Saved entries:
• • • • • • •
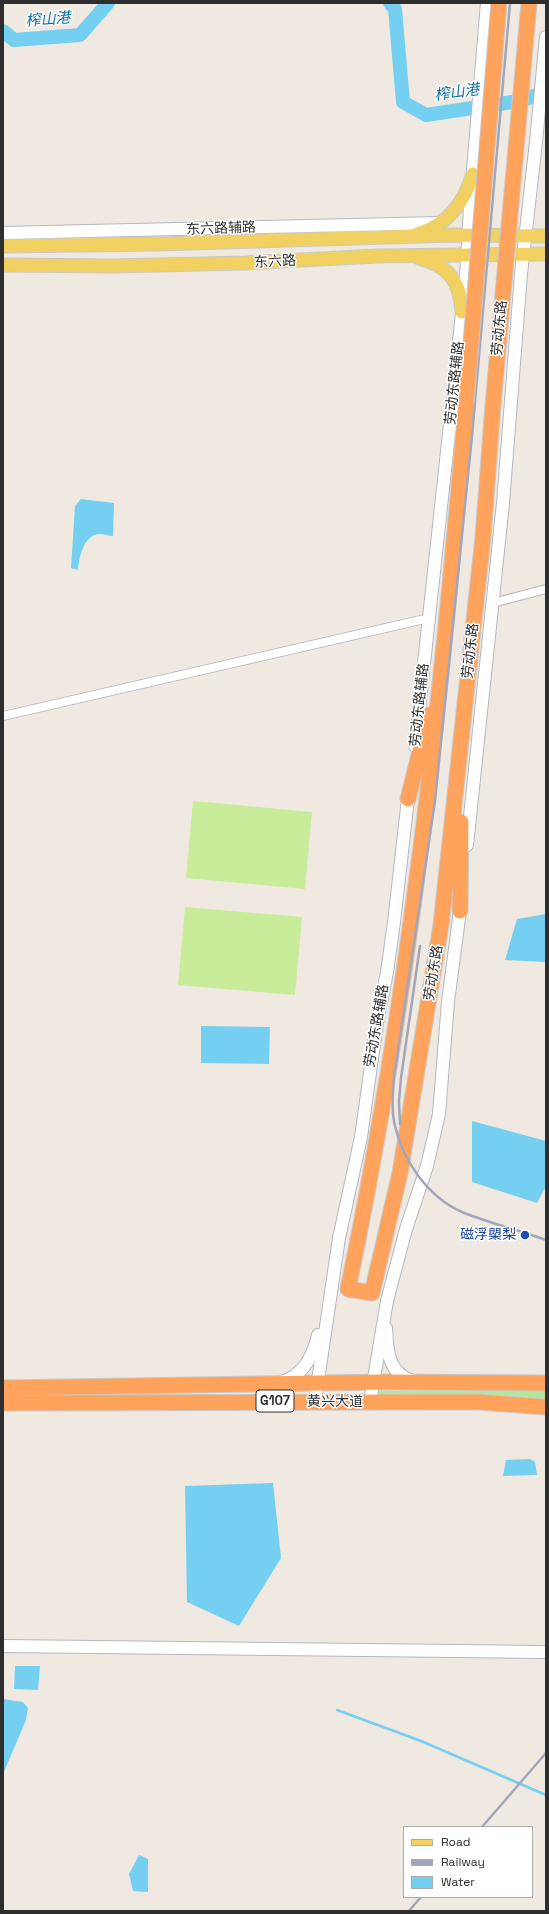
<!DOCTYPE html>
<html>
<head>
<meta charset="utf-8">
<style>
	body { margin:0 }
	#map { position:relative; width:549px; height:1914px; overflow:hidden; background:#efe9e1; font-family:"Space Grotesk",sans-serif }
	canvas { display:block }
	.frame { position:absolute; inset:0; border:4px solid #2e2e2e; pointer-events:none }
	.legend { position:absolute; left:403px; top:1826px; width:130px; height:72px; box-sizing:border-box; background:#fff; border:1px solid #ababab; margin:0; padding:5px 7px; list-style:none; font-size:12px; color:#2e2e2e }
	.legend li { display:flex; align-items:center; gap:8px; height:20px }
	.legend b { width:20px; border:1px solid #ababab }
</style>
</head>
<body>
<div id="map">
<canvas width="549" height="1914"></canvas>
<div class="frame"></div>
<ul class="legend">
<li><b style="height:5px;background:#f2d163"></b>Road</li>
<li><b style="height:5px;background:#a3a6b8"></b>Railway</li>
<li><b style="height:11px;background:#75cff0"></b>Water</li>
</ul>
</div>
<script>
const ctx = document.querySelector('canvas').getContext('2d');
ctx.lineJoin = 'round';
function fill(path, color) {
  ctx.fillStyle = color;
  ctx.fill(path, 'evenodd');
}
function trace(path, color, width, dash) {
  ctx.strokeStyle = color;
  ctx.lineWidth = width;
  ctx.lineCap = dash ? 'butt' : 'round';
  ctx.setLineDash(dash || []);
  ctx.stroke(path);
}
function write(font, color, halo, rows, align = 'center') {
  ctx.font = font + ' "Space Grotesk","Noto Sans SC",sans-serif';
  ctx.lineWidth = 3;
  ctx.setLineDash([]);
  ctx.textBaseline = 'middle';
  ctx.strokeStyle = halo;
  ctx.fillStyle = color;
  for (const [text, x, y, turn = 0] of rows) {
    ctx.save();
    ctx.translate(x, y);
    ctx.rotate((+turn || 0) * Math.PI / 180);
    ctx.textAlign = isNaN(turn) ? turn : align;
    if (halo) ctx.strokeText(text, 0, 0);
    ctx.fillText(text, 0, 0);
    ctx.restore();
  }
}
const green = new Path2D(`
	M 546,1389 L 546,1401 L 372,1395 L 371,1391 Z`);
const pitch = new Path2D(`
	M 193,801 L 312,812 L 305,889 L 186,878 Z
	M 185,907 L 302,917 L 295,995 L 178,985 Z`);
const water = new Path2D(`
	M 81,499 L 114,503 L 113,536 C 109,536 104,534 100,534 C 84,534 79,557 78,570 L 71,568 L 75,506 Z
	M 546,914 L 546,962 L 505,960 L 517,919 Z
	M 201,1026 L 270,1027 L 269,1064 L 201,1063 Z
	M 472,1121 L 546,1141 L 546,1186 L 537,1203 L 472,1182 Z
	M 530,1459 L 535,1462 L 537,1475 L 503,1476 L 506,1460 Z
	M 273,1483 L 281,1558 L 239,1626 L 187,1602 L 185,1486 Z
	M 15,1666 L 40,1666 L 38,1690 L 14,1689 Z
	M 3,1699 L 23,1702 L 28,1708 L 26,1720 L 3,1774 Z
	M 139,1855 L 148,1859 L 148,1892 L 133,1891 L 129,1874 Z`);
const stream = new Path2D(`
	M 337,1710 L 421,1741 L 546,1795`);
const river = new Path2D(`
	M 390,3 L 395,9 L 403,102 L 426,115 L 519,101 L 546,92
	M 3,31 L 14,40 L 80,35 L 108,3`);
const street = new Path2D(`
	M 493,603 L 546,589
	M 3,716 L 429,618`);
const secondary = new Path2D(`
	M 3,233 L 438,223
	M 415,746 L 466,277 L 470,206 L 487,3
	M 467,845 L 503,503 L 521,274 L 536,142 L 546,37
	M 386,1328 C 387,1350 388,1374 413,1381
	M 281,1382 C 303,1376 313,1357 318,1335
	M 315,1401 L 339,1238 L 361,1137 L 377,1023 L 387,972 L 394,922 L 409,790
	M 370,1402 L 387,1301 L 406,1229 L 427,1166 L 439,1114 L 448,1002 L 461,903
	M 3,1646 L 546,1652`);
const primary = new Path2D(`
	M 417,234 C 448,225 464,203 473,174
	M 3,246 L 158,244 L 454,235 L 546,236
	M 419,258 C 449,266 460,281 462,312
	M 3,265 L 112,266 L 245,263 L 377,256 L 546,254`);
const highway = new Path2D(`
	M 466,403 C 442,700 409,997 348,1289 L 372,1293 L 400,1173 L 441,925 L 483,537 L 493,405
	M 408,799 L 429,715
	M 460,911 L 461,822
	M 3,1388 L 383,1382 L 546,1383
	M 3,1403 L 424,1402 L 478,1402 L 546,1407`);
const rail = new Path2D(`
	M 510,3 L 472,436 L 435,801 L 394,1077 C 393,1093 391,1110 395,1126 C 403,1161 428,1197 462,1212 C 489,1223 518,1230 546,1240
	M 400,1124 L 399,1101 L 401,1078 L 420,946
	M 482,1827 L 546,1753
	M 409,1911 L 421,1897`);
const highwayBridge = new Path2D(`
	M 466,403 L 499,3
	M 493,405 L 529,3`);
const markers = [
	[525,1235,5,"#1a4fb4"]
];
const shields = [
	[275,1401,38]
];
const shieldNames = [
	["G107",275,1401]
];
const streetNames = [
	["东六路辅路",221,229,-2],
	["东六路",275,262,-3],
	["劳动东路",500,328,-85],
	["劳动东路辅路",455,383,-84],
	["劳动东路",471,651,-84],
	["劳动东路辅路",420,705,-84],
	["劳动东路",434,973,-81],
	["劳动东路辅路",377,1026,-80],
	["黄兴大道",335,1402]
];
const transitNames = [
	["磁浮㮾梨",516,1235]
];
const waterNames = [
	["榨山港",48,20,-5],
	["榨山港",457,93,-8]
];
fill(green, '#b6e59e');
fill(pitch, '#c9ec9a');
fill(water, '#75cff0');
trace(stream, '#75cff0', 2.5);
trace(river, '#75cff0', 14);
trace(street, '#b4b7c1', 10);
trace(secondary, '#b4b7c1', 14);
trace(primary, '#c9c9c9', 15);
trace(highway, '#c9c9c9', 17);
trace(street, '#fff', 8);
trace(secondary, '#fff', 12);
trace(primary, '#f2d163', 13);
trace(highway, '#ffa35c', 15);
trace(rail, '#a3a6b8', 2.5);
trace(highwayBridge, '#c9c9c9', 17, []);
trace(highwayBridge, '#ffa35c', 15);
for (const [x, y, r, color] of markers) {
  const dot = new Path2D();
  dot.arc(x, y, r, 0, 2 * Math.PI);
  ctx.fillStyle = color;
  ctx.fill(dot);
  trace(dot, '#fff', 1.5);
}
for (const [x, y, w] of shields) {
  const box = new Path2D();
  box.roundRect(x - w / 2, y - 11, w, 22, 3);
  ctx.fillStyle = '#fff';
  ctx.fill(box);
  trace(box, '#2e2e2e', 1);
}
write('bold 13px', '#2e2e2e', null, shieldNames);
write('14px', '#2e2e2e', '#fff', streetNames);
write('14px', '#164399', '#fff', transitNames, 'right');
write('italic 15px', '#0d6fa3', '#fff', waterNames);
</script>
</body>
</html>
• • • • • • •
▶ [DESCRIPTION OF THE TASK]
Tally the lines in the records that hold the word "display", and state only the resulting number.

▶ [RESULT OF THE TASK]
2